Breakfast Club update is joyful and swaggering
Before any of the four characters have stepped foot into “dugsi” – Islamic school – an establishing soundtrack sits us squarely in the supercharged headspace of the adolescent girl: Olivia Rodrigo, Wheatus’ Teenage Dirtbag. Sabrina Ali’s play, much like its pop playlist, sees youthful irreverence and punchy riffs butt up against sudden sincerity and confession, with a weighting that, though occasionally uneven, feels self-assured.

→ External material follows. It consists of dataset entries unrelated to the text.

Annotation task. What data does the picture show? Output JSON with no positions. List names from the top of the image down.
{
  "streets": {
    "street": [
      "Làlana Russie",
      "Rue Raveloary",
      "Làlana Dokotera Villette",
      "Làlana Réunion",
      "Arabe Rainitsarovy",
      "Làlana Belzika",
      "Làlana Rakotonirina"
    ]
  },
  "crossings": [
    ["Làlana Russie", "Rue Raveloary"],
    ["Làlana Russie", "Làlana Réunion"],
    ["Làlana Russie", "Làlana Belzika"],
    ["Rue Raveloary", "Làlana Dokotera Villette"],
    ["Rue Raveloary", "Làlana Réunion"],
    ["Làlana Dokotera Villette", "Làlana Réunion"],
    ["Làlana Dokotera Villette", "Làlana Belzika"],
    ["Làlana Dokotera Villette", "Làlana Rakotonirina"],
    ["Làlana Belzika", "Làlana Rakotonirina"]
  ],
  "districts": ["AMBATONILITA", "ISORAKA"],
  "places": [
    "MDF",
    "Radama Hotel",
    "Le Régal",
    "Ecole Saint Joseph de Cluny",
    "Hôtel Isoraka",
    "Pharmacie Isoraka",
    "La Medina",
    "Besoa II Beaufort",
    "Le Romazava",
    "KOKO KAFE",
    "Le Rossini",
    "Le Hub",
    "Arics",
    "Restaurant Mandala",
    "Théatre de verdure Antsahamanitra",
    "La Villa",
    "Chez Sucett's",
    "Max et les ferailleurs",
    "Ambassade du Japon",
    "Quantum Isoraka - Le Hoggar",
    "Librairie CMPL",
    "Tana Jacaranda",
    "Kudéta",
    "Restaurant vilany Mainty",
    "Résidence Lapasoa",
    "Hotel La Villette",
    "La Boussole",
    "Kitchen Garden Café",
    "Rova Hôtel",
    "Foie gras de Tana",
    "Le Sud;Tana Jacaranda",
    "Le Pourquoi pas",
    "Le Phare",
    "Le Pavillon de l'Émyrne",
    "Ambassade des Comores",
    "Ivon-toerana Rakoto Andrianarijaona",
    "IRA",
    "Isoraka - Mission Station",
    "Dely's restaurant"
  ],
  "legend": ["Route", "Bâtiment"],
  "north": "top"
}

Borrowing its narrative framing from 1985 film The Breakfast Club, the play follows smouldering bad girl Hani, cheery Yasmin, wind-up merchant Munira, and teacher’s pet Salma across a weekend detention in their religious school. Director Poppy Clifford’s staging (originally co-directed by Warda Mohamed) perfects the simmering dynamism of the classroom, where any small gesture can bloom into a dance move or a showdown. Alliances are established early, with Munira, played by writer Ali, and Yasmin (Faduma Issa) producing a lively, bubbling best-friend patter that feels up to the minute, its teenage verbiage cringe-swervingly authentic. Susu Ahmed’s physicality makes her Salma, twitching with servility as she tries to both control and bond with her wayward classmates, particularly amusing, while Hadsan Mohamud plays Hani’s disdain to a withering T, erupting with scoffs and eye rolls.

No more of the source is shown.